Test drive

In case you missed the memo: Computers aren’t supposed to be simple. After all, consumers continue to demand more and more speed and power, with machines hopped up on gigs of memory, fancy-pants video cards and Herculean processors. So, what’s the point of Chumby, a new fist-size device that opts for simplicity over steroids? The answer, I discovered after a week of testing the computer, is “fun.” As long as you have a wireless network at home, you can use the machine’s integrated Wi-Fi, touch screen and lone AC adapter as everything from an addictive toy to a colorful alarm clock to a video aggregator.

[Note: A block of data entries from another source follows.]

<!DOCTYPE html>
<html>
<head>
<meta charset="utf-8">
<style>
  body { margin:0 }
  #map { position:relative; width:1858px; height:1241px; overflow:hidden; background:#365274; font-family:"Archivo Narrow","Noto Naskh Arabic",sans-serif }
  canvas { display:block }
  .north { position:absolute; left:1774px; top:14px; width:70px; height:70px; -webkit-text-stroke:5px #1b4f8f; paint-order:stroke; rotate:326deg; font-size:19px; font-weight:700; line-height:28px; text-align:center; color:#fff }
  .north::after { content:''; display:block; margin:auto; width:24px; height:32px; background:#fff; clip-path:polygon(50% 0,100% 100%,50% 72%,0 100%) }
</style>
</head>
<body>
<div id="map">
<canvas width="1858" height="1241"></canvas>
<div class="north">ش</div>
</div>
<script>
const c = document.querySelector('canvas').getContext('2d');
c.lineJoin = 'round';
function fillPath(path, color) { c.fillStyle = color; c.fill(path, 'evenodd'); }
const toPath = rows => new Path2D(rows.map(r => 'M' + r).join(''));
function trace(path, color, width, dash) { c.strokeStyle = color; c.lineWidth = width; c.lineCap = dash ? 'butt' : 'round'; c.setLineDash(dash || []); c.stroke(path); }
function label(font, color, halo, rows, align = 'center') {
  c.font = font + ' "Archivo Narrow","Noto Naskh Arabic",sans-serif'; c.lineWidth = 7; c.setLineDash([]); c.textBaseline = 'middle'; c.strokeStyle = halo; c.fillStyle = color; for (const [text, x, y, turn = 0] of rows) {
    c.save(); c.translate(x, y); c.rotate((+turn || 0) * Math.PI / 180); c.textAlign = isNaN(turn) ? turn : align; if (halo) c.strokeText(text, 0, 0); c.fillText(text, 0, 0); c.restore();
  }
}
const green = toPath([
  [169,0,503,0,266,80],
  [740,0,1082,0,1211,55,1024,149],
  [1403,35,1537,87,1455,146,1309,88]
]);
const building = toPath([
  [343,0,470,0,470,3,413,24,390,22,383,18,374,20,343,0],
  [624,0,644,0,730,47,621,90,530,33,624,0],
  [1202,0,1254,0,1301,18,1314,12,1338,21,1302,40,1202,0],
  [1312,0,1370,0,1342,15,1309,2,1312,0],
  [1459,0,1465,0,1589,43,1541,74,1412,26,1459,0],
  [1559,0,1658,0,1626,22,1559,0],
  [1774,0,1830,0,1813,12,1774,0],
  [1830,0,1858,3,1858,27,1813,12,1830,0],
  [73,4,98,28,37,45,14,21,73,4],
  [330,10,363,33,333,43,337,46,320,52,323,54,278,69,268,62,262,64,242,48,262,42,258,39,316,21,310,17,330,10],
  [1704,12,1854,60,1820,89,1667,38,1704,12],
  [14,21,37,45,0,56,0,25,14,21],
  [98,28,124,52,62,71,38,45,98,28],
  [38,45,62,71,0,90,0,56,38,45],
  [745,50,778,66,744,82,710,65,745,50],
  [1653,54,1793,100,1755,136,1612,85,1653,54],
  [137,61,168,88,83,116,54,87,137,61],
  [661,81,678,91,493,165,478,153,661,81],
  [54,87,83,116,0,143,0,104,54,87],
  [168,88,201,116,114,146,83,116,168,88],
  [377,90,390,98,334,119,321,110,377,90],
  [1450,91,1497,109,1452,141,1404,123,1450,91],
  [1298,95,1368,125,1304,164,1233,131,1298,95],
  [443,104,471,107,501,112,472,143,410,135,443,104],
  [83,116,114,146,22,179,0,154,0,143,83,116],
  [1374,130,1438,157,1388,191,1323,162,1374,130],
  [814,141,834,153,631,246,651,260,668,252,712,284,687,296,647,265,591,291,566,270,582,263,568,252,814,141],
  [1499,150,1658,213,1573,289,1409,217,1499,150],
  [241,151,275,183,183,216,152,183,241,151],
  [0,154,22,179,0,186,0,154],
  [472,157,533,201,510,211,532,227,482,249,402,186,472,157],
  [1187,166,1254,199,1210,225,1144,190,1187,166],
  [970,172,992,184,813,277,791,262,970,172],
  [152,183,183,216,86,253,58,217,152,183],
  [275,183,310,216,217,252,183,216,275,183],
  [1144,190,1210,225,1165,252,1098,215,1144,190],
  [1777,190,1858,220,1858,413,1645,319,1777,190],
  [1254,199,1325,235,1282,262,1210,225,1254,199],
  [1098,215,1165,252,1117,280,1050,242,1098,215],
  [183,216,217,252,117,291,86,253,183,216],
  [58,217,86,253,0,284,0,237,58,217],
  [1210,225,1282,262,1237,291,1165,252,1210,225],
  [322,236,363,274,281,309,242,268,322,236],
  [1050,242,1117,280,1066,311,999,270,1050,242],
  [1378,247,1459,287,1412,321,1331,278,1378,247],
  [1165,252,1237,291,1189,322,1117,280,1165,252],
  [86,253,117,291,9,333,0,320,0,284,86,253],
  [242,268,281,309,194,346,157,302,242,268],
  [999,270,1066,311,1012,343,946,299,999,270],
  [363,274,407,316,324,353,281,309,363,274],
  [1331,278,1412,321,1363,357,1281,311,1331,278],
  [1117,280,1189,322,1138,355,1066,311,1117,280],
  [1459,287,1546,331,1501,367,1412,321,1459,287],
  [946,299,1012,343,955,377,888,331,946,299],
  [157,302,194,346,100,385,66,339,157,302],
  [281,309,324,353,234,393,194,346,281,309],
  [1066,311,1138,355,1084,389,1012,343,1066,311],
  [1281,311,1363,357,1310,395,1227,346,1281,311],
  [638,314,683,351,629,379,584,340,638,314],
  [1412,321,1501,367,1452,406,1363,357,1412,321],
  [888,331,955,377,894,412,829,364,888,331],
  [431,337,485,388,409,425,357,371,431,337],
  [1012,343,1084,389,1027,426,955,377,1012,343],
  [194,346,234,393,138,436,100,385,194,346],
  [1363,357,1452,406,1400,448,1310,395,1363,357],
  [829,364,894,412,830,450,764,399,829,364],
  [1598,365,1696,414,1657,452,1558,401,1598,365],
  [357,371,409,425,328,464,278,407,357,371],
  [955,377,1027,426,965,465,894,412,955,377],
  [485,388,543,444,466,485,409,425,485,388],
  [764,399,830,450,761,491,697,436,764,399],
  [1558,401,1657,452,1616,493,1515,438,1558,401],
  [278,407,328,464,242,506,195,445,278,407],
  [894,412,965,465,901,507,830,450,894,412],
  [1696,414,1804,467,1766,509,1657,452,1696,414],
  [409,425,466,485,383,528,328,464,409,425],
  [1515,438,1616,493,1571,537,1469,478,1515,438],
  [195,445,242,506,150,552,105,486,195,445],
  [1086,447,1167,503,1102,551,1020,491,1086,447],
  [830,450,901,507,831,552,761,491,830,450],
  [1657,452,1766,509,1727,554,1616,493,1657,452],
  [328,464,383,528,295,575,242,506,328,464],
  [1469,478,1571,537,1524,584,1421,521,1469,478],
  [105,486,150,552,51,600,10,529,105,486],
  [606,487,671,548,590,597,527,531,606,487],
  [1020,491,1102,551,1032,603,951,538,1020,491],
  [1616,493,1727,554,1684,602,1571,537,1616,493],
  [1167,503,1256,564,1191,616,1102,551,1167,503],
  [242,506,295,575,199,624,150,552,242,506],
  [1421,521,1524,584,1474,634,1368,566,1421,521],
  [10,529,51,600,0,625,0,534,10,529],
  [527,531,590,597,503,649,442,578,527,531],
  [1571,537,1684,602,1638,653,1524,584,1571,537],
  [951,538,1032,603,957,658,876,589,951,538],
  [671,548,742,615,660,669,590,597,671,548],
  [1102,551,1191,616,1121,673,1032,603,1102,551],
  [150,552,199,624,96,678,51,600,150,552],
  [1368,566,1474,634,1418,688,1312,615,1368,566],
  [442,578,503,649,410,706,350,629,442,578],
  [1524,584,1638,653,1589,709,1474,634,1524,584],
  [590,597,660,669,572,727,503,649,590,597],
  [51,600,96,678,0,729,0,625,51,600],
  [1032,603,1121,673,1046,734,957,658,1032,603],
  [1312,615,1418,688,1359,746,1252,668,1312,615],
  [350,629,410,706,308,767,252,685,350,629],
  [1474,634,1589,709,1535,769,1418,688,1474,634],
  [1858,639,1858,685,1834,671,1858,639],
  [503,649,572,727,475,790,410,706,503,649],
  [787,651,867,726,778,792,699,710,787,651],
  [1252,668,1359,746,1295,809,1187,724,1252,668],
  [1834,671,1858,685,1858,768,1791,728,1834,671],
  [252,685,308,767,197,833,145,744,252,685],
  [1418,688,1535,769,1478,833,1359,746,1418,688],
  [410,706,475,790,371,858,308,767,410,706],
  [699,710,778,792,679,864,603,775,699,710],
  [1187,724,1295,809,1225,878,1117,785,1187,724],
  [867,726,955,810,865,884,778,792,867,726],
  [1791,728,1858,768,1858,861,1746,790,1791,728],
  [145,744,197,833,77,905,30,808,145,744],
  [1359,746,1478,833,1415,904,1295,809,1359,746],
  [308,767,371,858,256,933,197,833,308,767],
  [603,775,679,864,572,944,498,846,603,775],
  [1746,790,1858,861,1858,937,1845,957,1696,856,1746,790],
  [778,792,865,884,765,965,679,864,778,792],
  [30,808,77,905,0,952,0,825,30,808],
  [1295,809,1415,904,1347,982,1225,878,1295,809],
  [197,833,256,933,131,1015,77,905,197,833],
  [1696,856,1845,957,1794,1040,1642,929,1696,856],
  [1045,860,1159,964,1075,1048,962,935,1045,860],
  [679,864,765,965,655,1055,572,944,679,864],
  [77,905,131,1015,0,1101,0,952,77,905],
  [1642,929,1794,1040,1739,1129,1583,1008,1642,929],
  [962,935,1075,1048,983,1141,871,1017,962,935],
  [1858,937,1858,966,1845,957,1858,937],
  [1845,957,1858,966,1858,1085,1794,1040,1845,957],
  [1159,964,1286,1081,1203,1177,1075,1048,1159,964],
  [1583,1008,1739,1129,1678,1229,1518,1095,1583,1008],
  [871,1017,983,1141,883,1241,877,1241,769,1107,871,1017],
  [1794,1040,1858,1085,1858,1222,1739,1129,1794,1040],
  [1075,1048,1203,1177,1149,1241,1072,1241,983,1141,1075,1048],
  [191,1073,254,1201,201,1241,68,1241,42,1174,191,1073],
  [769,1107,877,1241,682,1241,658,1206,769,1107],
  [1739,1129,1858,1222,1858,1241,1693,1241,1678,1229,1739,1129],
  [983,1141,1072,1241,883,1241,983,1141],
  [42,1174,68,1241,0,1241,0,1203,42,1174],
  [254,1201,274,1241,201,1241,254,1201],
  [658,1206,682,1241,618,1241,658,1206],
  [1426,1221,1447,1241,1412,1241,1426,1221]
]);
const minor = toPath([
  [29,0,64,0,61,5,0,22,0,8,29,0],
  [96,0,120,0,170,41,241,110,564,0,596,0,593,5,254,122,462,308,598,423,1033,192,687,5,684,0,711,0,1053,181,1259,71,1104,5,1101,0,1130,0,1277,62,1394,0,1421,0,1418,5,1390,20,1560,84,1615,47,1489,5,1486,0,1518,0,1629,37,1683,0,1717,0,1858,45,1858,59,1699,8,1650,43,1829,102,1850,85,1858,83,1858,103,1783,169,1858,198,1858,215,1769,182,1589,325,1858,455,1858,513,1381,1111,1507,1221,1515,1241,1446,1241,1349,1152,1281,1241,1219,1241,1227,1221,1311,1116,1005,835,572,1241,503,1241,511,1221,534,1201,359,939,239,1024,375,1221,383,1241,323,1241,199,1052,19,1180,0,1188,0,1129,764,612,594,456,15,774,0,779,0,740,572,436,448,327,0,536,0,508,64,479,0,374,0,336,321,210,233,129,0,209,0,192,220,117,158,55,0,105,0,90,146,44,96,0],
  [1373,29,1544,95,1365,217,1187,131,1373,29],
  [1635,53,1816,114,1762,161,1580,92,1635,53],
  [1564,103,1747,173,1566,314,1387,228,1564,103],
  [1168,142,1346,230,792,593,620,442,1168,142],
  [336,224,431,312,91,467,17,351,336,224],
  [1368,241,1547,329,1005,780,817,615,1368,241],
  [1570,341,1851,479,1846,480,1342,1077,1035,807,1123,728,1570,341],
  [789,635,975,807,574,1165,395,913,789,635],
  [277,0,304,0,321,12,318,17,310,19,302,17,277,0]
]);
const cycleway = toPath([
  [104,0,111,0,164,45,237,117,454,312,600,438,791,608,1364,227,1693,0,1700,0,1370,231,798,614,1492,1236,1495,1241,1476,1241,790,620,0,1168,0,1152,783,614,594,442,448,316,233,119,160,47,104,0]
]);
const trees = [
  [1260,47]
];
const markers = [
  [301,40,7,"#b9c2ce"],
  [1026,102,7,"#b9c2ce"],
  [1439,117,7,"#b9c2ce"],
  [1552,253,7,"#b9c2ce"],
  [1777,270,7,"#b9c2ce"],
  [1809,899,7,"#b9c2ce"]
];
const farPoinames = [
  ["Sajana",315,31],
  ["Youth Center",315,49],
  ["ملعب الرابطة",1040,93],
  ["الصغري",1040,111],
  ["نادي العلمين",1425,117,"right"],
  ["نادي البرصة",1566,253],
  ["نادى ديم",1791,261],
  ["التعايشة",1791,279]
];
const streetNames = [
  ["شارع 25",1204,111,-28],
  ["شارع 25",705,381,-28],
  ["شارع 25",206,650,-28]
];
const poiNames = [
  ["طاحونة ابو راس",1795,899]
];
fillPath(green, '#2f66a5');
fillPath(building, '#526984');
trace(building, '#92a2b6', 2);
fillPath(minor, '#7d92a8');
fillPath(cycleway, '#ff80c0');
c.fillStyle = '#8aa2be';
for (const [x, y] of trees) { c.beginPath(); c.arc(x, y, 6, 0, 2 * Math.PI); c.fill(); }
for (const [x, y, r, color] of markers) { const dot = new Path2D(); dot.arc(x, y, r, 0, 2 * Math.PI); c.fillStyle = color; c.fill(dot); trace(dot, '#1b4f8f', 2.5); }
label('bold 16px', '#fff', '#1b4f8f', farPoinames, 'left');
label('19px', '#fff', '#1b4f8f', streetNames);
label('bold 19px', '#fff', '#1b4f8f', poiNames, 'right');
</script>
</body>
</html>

The actual guts of Chumby are miraculously small, with a mere 64 MB of memory and a tiny processor. But it gets its functionality from widgets, or tiny programs, you download into its open-source Linux software—and hackable hardware. Unlike, say, Apple with its iPhone, the makers of Chumby actually encourage owners to tweak and program new uses for the devices. Some of my Chumby “channels” now display never-ending streams of widgets showing The New York Times’s top headlines, live reports and temperature updates from the Weather Channel, my friends’ latest Facebook status updates, and a live video feed of the San Diego Zoo’s Panda Cam (who knew it could be so soothing?). But the loveliest use I’ve found transforms the little device into an alarm clock. Instead of the typical annoying alarm clock beep, Chumby wakes me with a live stream of Santa Monica’s KCRW public radio station. Apparently, good things still come in small packages. $180 at chumby.com.